======== Source material

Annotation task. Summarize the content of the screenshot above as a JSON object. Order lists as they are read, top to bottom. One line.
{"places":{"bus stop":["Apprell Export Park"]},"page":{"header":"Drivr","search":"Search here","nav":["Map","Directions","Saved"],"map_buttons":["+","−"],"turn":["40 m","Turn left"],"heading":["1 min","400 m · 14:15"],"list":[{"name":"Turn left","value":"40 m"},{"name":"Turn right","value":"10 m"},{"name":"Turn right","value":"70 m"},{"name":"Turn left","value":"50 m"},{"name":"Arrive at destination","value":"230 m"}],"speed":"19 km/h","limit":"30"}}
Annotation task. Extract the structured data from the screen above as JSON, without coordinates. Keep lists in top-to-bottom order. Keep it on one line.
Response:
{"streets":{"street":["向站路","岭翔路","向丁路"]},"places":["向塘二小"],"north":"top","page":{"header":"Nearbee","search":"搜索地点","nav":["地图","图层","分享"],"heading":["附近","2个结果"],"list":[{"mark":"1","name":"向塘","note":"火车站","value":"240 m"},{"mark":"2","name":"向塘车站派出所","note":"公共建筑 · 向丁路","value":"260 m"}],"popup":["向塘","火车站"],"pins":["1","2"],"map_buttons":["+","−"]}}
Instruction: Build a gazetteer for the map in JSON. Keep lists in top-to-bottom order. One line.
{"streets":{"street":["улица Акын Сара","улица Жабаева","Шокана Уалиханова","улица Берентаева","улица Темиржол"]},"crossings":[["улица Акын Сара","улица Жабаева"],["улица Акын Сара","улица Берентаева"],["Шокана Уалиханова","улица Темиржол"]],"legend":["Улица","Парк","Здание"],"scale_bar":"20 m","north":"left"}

================

- Work task: The answer consists only of the lines from the one containing "Annotation task. Extract" to the end of the records, each written out exactly.

- Answer:
Annotation task. Extract the structured data from the screen above as JSON, without coordinates. Keep lists in top-to-bottom order. Keep it on one line.
Response:
{"streets":{"street":["向站路","岭翔路","向丁路"]},"places":["向塘二小"],"north":"top","page":{"header":"Nearbee","search":"搜索地点","nav":["地图","图层","分享"],"heading":["附近","2个结果"],"list":[{"mark":"1","name":"向塘","note":"火车站","value":"240 m"},{"mark":"2","name":"向塘车站派出所","note":"公共建筑 · 向丁路","value":"260 m"}],"popup":["向塘","火车站"],"pins":["1","2"],"map_buttons":["+","−"]}}
Instruction: Build a gazetteer for the map in JSON. Keep lists in top-to-bottom order. One line.
{"streets":{"street":["улица Акын Сара","улица Жабаева","Шокана Уалиханова","улица Берентаева","улица Темиржол"]},"crossings":[["улица Акын Сара","улица Жабаева"],["улица Акын Сара","улица Берентаева"],["Шокана Уалиханова","улица Темиржол"]],"legend":["Улица","Парк","Здание"],"scale_bar":"20 m","north":"left"}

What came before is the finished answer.